WHAT IS NEEDED -> If a record holds a picture, leave the picture out and copy everything else exactly.
**********
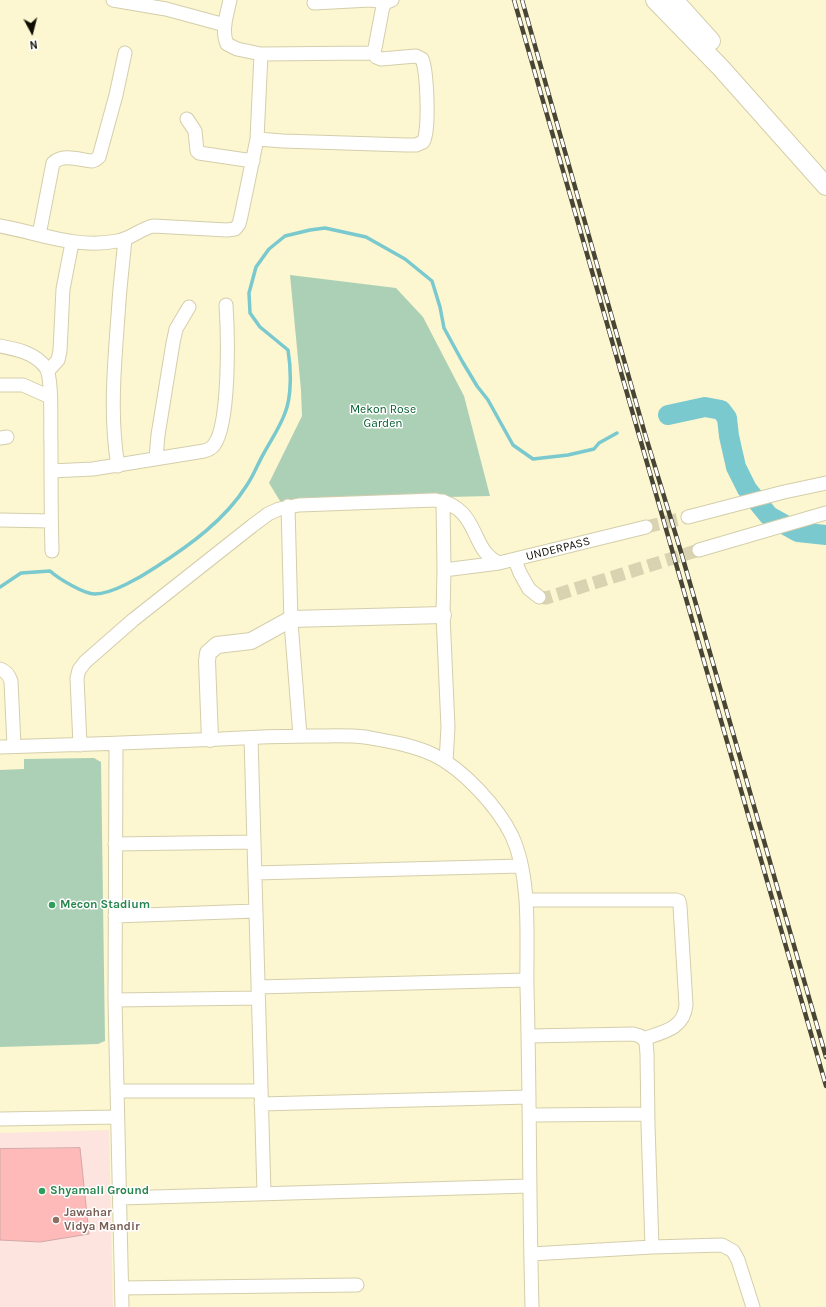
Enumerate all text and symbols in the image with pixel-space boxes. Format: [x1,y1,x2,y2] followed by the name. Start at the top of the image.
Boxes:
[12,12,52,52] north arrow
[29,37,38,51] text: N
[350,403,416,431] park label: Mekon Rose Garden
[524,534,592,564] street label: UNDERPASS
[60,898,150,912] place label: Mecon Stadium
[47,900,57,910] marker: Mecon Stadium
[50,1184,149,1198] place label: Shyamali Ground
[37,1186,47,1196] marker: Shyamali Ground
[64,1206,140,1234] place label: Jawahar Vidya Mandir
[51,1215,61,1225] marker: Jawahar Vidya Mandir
**********
RESPONSE AREA ->
Enumerate all text and symbols in the image with pixel-space boxes. Format: [x1,y1,x2,y2] followed by the name. Start at the top of the image.
Boxes:
[12,12,52,52] north arrow
[29,37,38,51] text: N
[350,403,416,431] park label: Mekon Rose Garden
[524,534,592,564] street label: UNDERPASS
[60,898,150,912] place label: Mecon Stadium
[47,900,57,910] marker: Mecon Stadium
[50,1184,149,1198] place label: Shyamali Ground
[37,1186,47,1196] marker: Shyamali Ground
[64,1206,140,1234] place label: Jawahar Vidya Mandir
[51,1215,61,1225] marker: Jawahar Vidya Mandir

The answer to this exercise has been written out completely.